Les accords conclus entre Milosevic et Yeltsine, en juin 1998, permettent la mise en place d'une représentation internationale au Kosovo pour observer l'évolution de la situation sur place. C'est la "Mission d'Observation Diplomatique au Kosovo", en anglais Kosovo Diplomatic Observer Mission (KDOM), qui commence à opérer à partir du mois de juillet 1998. Le gouvernement américain accueille favorablement cette partie des accors russo-serbes, mais il dénonce les initiatives appellant à un cessez-le-feu mutuel.

Sur le terrain, en juin et durant la première moitié de juillet 1998, l'UCK garde ses bastions. Mieux encore: les indépendantistes kosovars reprennent l'initiative des opérations et lancent des contre-attaques victorieuses. L'UCK encercle des unités militaires serbes dans Pec et Djakovica, parvient à pénétrer dans Suva Reka, et progresse au nord et à l'ouest de Pristina. Le vent tourne le 15 juillet 1998 lorsque l'UCK s'empare d'Orahovac. A la mi-septembre 1998, pour la première fois du conflit, on enregistre une activité de l'UCK dans le nord du Kosovo, autour de Podujevo.

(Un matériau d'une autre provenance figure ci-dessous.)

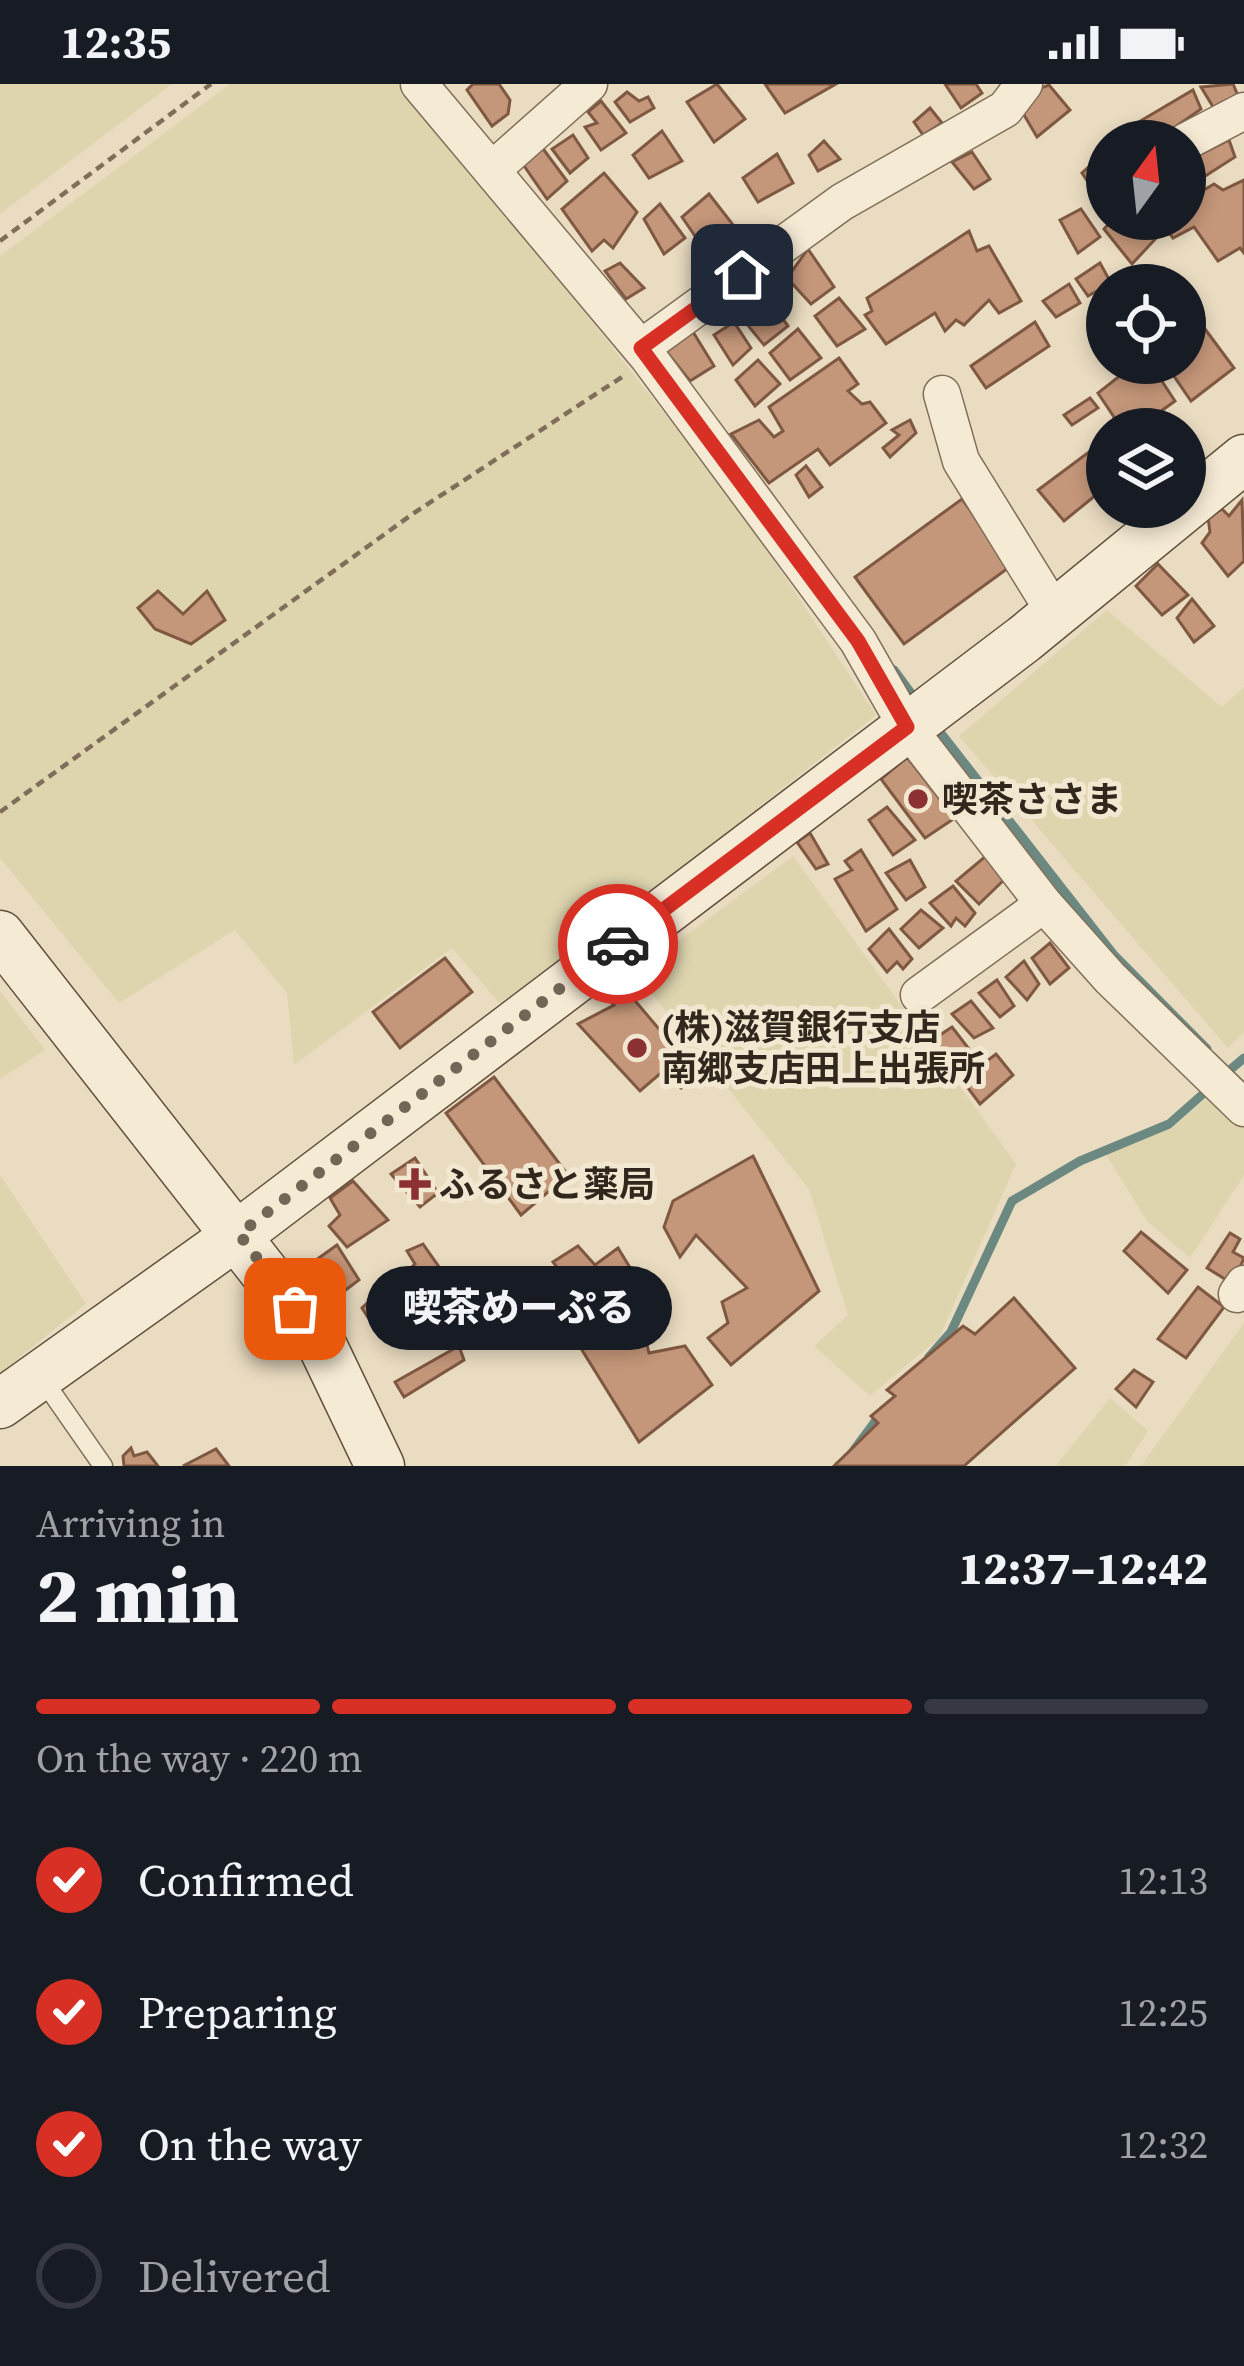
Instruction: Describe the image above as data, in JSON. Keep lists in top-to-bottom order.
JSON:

"Incident de Racak" (15 janvier 1999).

L'"incident de Racak", également appellée "Massacre de Racak", est un épisode de la guerre du Kosovo qui s'est déroulé le 15 janvier 1999 dans le village de Racak, dans le centre de la province. Racak comptait au début de 1998 environ 2,000 habitants mais, en raison des combats et des déplacements forcés de la population civile, seuls 350 Albanophones y vivent encore en janvier 1999 (4).

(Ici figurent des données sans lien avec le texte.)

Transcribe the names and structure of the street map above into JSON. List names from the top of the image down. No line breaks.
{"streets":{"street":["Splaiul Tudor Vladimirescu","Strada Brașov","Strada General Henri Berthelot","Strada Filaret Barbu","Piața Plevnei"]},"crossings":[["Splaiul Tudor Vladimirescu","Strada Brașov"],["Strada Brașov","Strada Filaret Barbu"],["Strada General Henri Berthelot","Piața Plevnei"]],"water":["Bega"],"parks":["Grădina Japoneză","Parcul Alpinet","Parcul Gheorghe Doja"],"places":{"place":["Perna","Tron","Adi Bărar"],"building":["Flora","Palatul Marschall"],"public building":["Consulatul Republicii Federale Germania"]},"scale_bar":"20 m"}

Dans cette région, l'activité de l'UCK est importante et la localité sert de base logistique et de position de repli aux indépendantistes. Région d'où partent également les attaques contre les forces de sécurité et les policiers serbes. En réponses à ces attaques, Belgrade établit un cordon de sécurité autour de Racak et plusieurs autres villages voisins. Mais le 15 janvier 1999, un rapport arrive à la "Mission de Vérification au Kosovo" (KVM), selon lequel un observateur de l'OSCE a été témoin d'un massacre de civils par les forces de sécurité serbes.

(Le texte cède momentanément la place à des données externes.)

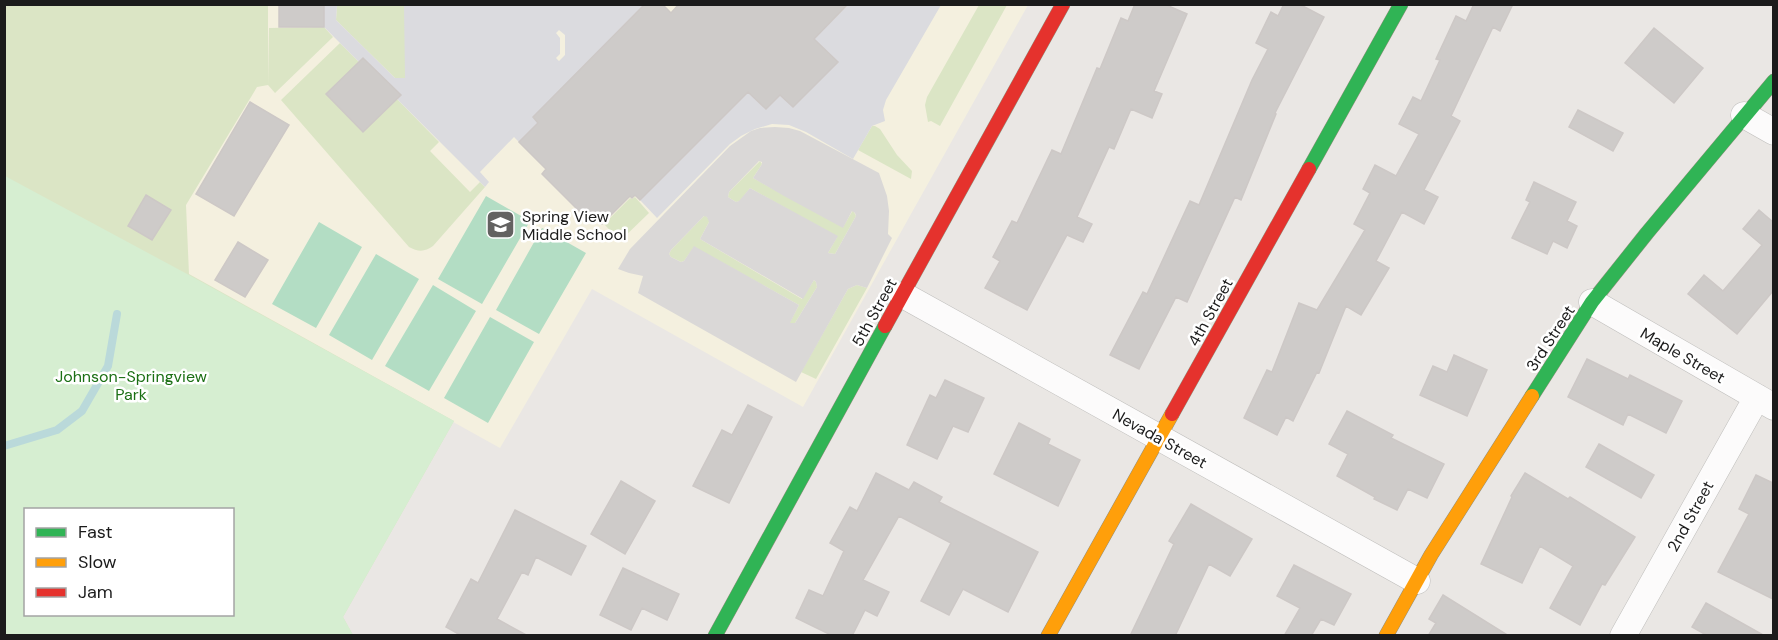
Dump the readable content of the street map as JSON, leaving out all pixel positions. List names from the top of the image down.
{
  "streets": {
    "street": [
      "5th Street",
      "4th Street",
      "3rd Street",
      "Maple Street",
      "Nevada Street",
      "2nd Street"
    ]
  },
  "crossings": [
    ["5th Street", "Nevada Street"],
    ["4th Street", "Nevada Street"],
    ["3rd Street", "Maple Street"],
    ["3rd Street", "Nevada Street"],
    ["Maple Street", "2nd Street"]
  ],
  "parks": ["Johnson-Springview Park"],
  "places": {
    "school or university": ["Spring View Middle School"]
  },
  "legend": ["Fast", "Slow", "Jam"]
}
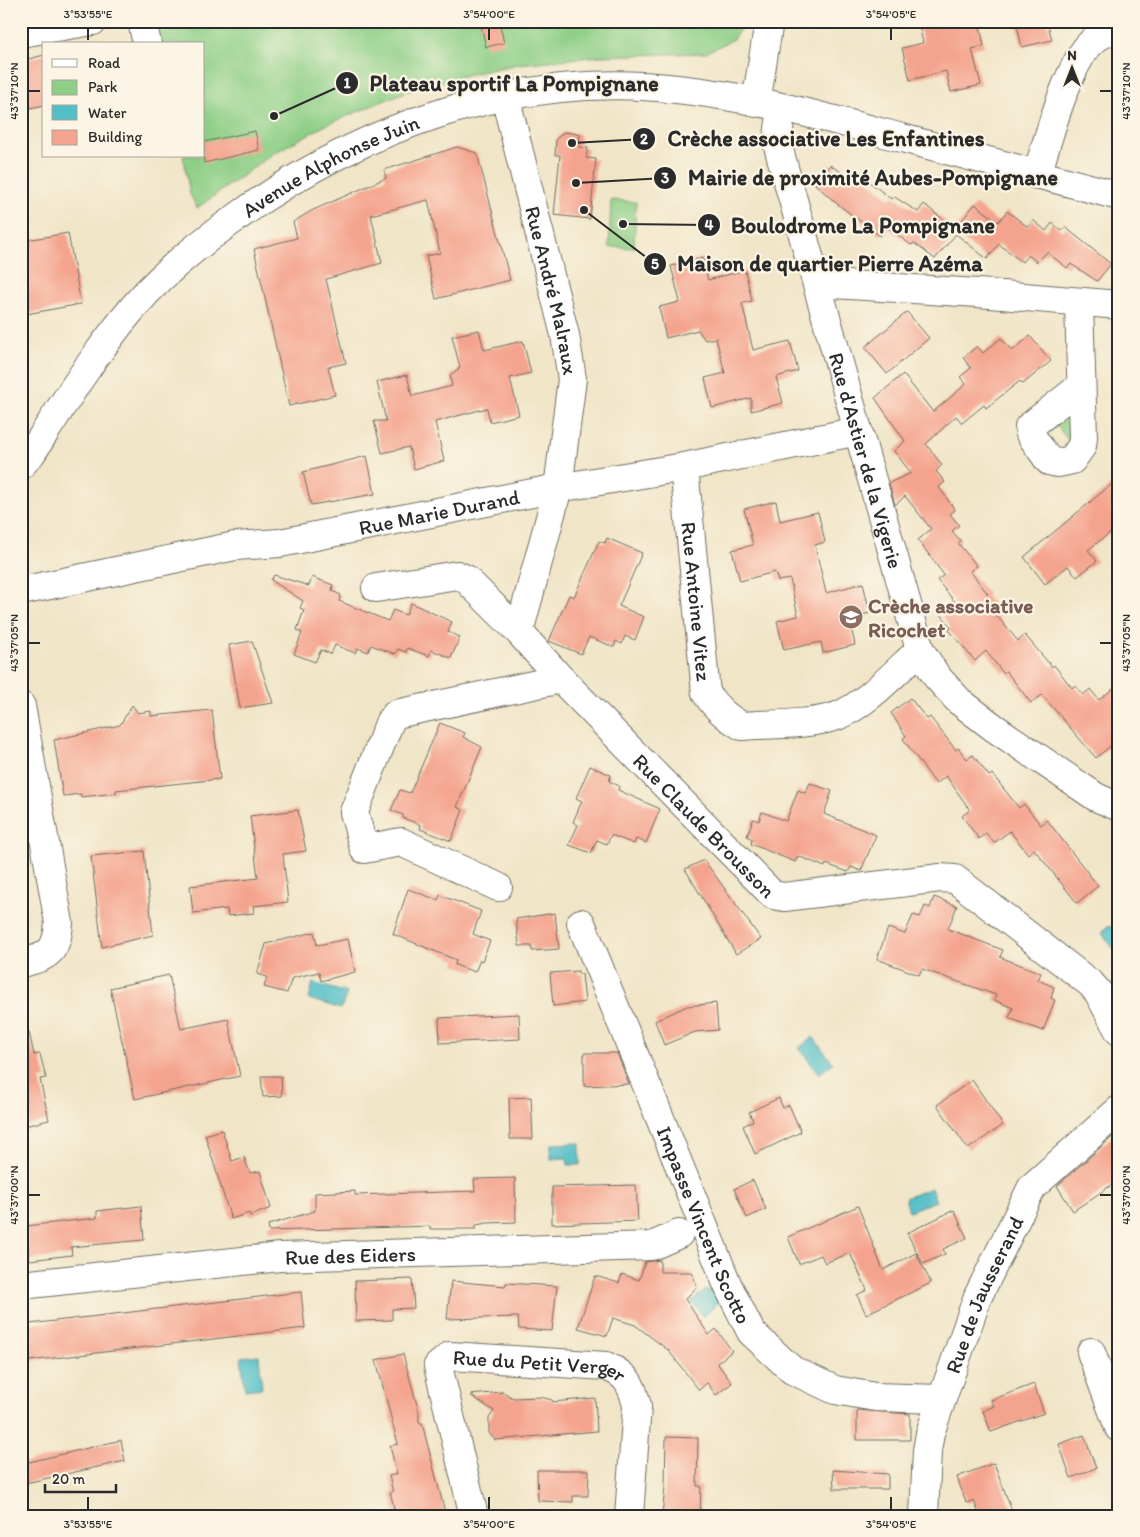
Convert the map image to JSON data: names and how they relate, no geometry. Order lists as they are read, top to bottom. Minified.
{"streets":{"street":["Avenue Alphonse Juin","Rue André Malraux","Rue d'Astier de la Vigerie","Rue Marie Durand","Rue Antoine Vitez","Rue Claude Brousson","Impasse Vincent Scotto","Rue des Eiders","Rue de Jausserand","Rue du Petit Verger"]},"crossings":[["Avenue Alphonse Juin","Rue André Malraux"],["Avenue Alphonse Juin","Rue d'Astier de la Vigerie"],["Rue André Malraux","Rue Marie Durand"],["Rue d'Astier de la Vigerie","Rue Marie Durand"],["Rue d'Astier de la Vigerie","Rue Antoine Vitez"],["Rue Marie Durand","Rue Antoine Vitez"],["Impasse Vincent Scotto","Rue de Jausserand"]],"places":{"other":["Plateau sportif La Pompignane","Crèche associative Les Enfantines","Mairie de proximité Aubes-Pompignane","Maison de quartier Pierre Azéma","Boulodrome La Pompignane"],"school or university":["Crèche associative Ricochet"]},"legend":["Road","Park","Water","Building"],"scale_bar":"20 m","north":"top","coordinates":["3°53'55\"E","3°54'00\"E","3°54'05\"E","43°37'10\"N","43°37'05\"N","43°37'00\"N"]}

La KVM demande l'autorisation de se rendre dans Racak, mais les Serbes refusent. Dès lors, les membres de la KVM observent les combats entre l'UCK et la JNA à partir du sommet d'une colline voisine. Ce n'est que le lendemain, 16 janvier 1999, qu'ils sont autorisés à se rendre sur place, mais ils se voient toujours refusé le droit d'interroger les habitants ou d'entreprendre des fouilles ou des vérifications dans et autour de cette zone (5).


Accompagnés de journalistes étrangers et de membres de la "Mission d'Observation de l'OSCE au Kosovo et de l'Union Européenne, les observateurs de la KVM découvrent sur place, dans et autour de Racak, 40 cadavres. Cinq corps ayant été récupérés par leur famille, le nombre total de victimes s'établit donc à 45, dont un enfant de douze ans et trois femmes. Tous les 40 corps retrouvés par l'OSCE portent des traces de blessures mortelles par armes à feu, et certains d'entre-eux ont été décapités.

William Walker, le chef de la Mission d'Observation de l'OSCE au Kosovo, présent sur place, témoignera par écrit:

"In a gully above the village, I saw the first body. It was covered with a blanket, and when it was pulled back, I saw there was no head on the corps — just an incredibly bloody mess on the neck. Someone told me that the skull was on the other side of the gully and asked if I wanted to see that. But I said, "No, I've pretty much got this story." [Three more bodies were found.] They looked like older men, with gray hair or white hair... They had wounds on their heads, and there was blood on their clothes. [Then a larger group of bodies.] I didn't count them. I just looked and saw a lot of holes in the head - in the top of the head and the back of the head. A couple had what appeared to be bullet wounds knocking out their eyes. I was told there were other bodies further up and over the crest of the hill, and I was asked by journalists and inspectors if I was going to go up and see the rest. I said, I've seen enough." (6)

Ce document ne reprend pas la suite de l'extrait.